罪ノ子
 宏夢 / 伊織


 寝起きに揺蕩う思考を包む、青白い早朝。
 部屋のカーテンが、薄明かりに透けている。
 扉の向こうから聞こえてくる微かな物音に、伊織は目を覚ました。
 視線だけ上げれば、宏夢の寝顔がすぐ側にある。らしくない無精髭が生えていて、痩せた頬を撫でると指先がちくちくした。
 彼の疲労が透けて見えるようで、胸の奥が締め付けられる。
 最近、夜遅くまで仕事をしているみたいだ。忙しそうにしている姿を見ると、声をかけるのも躊躇われる。最後に図鑑を読んでもらったのは、いつだっけ……。
 伊織は宏夢を起こさないようにベッドから降りると、裸足のまま寝室を出た。

「駆蹴さん?」

 嘘のように静かなリビングには誰もいない。
 代わりに、餌の入った器から顔をあげたチビが「にゃあん」と返事をした。
 辺りを見渡せば、バルコニーのカーテンがふわりと膨らんでいる。そこで手すりに背中を預けた駆蹴が、いつものように煙草を吸っていた。血の色の軍服を羽織った彼は、すぐ伊織に気がつくと優しく苦笑した。

「起きてこなくていいのに。まだ眠いんだろう?」
「ううん」

 最近はずっとこうだ。
 早すぎる駆蹴の出勤を逃したら、次はいつ会えるか分からない。

 秋が深まって、空がずっと高くなって。風に金木犀の香りが混ざった頃、突然警戒警報がなった。
 それからは、ケージ内の雰囲気が痛いほど張りつめている。
 機動班である駆蹴は、アグニスの最終調整でほとんど帰ってこない。
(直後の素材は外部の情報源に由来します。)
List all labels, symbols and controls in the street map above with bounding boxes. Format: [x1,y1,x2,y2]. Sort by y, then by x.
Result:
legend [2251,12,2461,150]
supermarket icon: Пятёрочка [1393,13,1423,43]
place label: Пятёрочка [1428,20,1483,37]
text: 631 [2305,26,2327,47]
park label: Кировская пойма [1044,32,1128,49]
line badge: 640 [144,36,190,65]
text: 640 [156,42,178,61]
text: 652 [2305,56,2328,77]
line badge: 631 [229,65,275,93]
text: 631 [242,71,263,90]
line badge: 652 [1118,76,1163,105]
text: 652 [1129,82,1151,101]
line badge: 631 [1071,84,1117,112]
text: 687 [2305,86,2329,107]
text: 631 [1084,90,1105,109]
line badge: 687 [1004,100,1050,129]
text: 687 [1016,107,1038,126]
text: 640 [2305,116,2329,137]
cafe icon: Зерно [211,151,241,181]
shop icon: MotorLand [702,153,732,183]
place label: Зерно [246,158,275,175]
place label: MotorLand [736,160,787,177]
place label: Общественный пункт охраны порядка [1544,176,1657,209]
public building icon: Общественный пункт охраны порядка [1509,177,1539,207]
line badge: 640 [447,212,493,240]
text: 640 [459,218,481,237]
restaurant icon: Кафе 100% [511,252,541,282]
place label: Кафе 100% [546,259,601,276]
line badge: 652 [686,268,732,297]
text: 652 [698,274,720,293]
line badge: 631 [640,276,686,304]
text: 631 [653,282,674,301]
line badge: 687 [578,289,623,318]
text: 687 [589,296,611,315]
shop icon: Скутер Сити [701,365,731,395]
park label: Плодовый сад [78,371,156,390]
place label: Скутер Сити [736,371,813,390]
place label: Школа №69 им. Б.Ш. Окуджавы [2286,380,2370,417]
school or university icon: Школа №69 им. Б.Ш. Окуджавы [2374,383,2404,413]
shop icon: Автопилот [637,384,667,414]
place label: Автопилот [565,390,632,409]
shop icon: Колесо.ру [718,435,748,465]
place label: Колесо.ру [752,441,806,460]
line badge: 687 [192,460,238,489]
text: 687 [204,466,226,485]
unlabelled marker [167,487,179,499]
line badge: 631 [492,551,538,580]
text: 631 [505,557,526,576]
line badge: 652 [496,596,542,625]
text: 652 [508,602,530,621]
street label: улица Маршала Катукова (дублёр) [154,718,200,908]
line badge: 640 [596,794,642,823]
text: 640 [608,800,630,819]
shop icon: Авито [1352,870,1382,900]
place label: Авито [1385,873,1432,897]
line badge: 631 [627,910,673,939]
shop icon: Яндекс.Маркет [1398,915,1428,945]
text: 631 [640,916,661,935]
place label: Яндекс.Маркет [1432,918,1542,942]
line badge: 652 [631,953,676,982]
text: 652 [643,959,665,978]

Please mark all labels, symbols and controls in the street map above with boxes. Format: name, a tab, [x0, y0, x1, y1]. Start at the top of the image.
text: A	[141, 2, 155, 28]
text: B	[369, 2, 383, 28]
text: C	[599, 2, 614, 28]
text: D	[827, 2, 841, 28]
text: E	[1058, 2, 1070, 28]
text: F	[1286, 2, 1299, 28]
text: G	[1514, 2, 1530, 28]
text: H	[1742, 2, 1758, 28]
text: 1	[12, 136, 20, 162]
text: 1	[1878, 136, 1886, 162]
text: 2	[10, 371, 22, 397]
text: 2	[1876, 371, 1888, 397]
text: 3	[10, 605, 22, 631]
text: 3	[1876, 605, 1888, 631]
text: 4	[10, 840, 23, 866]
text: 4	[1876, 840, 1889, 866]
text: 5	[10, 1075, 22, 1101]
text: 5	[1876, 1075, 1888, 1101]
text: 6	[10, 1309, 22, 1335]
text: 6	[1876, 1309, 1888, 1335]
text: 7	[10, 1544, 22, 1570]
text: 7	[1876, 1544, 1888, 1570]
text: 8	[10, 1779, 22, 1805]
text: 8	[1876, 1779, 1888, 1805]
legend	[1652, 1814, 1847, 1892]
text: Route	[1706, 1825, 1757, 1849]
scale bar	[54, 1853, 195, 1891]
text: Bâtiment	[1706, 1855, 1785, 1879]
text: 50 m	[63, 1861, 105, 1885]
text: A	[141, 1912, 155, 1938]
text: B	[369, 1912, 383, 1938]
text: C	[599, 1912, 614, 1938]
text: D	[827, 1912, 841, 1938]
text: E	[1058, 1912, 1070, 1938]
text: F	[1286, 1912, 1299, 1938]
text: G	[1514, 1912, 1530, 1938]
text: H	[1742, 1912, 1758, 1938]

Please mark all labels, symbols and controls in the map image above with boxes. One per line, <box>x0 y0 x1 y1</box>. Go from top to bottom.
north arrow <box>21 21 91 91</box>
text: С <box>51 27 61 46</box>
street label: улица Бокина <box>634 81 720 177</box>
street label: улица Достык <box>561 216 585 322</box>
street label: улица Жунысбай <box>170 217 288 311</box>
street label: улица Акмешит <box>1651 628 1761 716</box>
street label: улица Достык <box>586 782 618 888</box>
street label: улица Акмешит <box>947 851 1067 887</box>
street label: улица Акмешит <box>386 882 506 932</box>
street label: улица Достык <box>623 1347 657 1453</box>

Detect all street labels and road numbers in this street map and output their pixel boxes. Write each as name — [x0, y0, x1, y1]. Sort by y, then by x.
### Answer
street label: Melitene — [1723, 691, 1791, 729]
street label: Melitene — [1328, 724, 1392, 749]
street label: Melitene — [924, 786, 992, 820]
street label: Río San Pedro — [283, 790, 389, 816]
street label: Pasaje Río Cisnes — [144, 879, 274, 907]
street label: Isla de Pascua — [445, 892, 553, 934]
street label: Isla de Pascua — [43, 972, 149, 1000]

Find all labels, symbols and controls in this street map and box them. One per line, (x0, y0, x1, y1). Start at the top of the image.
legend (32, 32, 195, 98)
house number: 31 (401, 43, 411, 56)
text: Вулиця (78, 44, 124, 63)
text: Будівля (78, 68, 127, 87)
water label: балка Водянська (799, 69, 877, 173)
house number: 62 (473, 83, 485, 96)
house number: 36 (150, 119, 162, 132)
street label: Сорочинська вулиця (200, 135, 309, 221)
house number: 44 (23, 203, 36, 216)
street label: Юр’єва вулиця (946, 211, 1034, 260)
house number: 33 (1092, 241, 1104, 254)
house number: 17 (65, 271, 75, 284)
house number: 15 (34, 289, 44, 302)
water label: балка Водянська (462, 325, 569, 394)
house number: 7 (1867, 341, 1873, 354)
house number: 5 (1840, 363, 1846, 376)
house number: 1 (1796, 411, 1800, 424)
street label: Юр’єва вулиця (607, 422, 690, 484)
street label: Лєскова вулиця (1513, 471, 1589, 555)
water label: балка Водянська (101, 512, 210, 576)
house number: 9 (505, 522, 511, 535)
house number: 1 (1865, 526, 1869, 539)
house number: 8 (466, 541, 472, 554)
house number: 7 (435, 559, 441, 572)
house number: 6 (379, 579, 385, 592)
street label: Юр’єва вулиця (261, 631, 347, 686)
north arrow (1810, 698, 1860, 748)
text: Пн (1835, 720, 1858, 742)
研究が主な仕事である宏夢も、戦争の準備に駆り出され、寝る間も惜しんで作業していた。

 伊織だけ、何もすることがなかった。
 切ない孤独は、日増しに強くなっていく。

「あ、あのね、伊織、お料理頑張ってるんだよ」
「お前が? 何作ってるんだ」
「オムライスっ、卵二つ使うやつ」
「塩と砂糖間違えてないか」
「もう、平気だもんっ」

 慌てて否定すれば、「そうか」と髪を撫でられる。頬が赤くなった気がして、咄嗟にぎゅっと瞳を閉じた。
 素直に「食べに帰ってきて」と言いたいのに、恥ずかしくて言えない。前の自分ならはっきり伝えられたかもしれないけれど、今は触れるだけでも意識してしまう。それこそ、浅ましく下着が湿る程に。

「……今夜なら帰ってこられるかもしれないな」
「えっ、ほんと!?」
「ああ。ただ約束は出来ないから、あんまり遅くまで起きていないように」
「うんっ、伊織待ってる!」
「こら、ちゃんと人の話聞いてたか」
「え?」
「まったく……、ほら、寝室に戻れ。もう少し寝た方がいい」
「あ……うん、いってらっしゃい」
「行ってきます」

 もう一度伊織の髪を撫でた駆蹴は、颯爽とドアの向こうへ消えてしまった。

 あれから――車の中での出来事から、駆蹴は何も変わらない。伊織にとっては収めておけないくらい濃厚な体験だったのに、日々は淡々と過ぎていく。
 けれど「宏夢君に言わないで」と頼んだ手前、今さら蒸し返す事も出来ない。
 まるで、いけない恋をしているみたいだ。

「……はぁ」

 小さな溜め息は、一人きりの部屋に空しく散る。

 寝室に戻れば、寝返りを打ったらしい宏夢の背中がこちらに向いていた。くたびれた白いシャツの襞を見つめながら、伊織はそうっとベッドに潜り込む。
 宏夢は昨日も夜遅くまでパソコンに向かっていた。独り言をぶつぶつ言いながら作業している時は、何だか近寄りがたくて、伊織は眠ったふりをしている。

 最近、宏夢が少し変わった。
 伊織への接し方が、まるで腫れものに触るみたいになった。たぶん「八重」と呼ばれた事を追求したあの夜から。

 伊織は、広い背中にこっそりと額を押し付けた。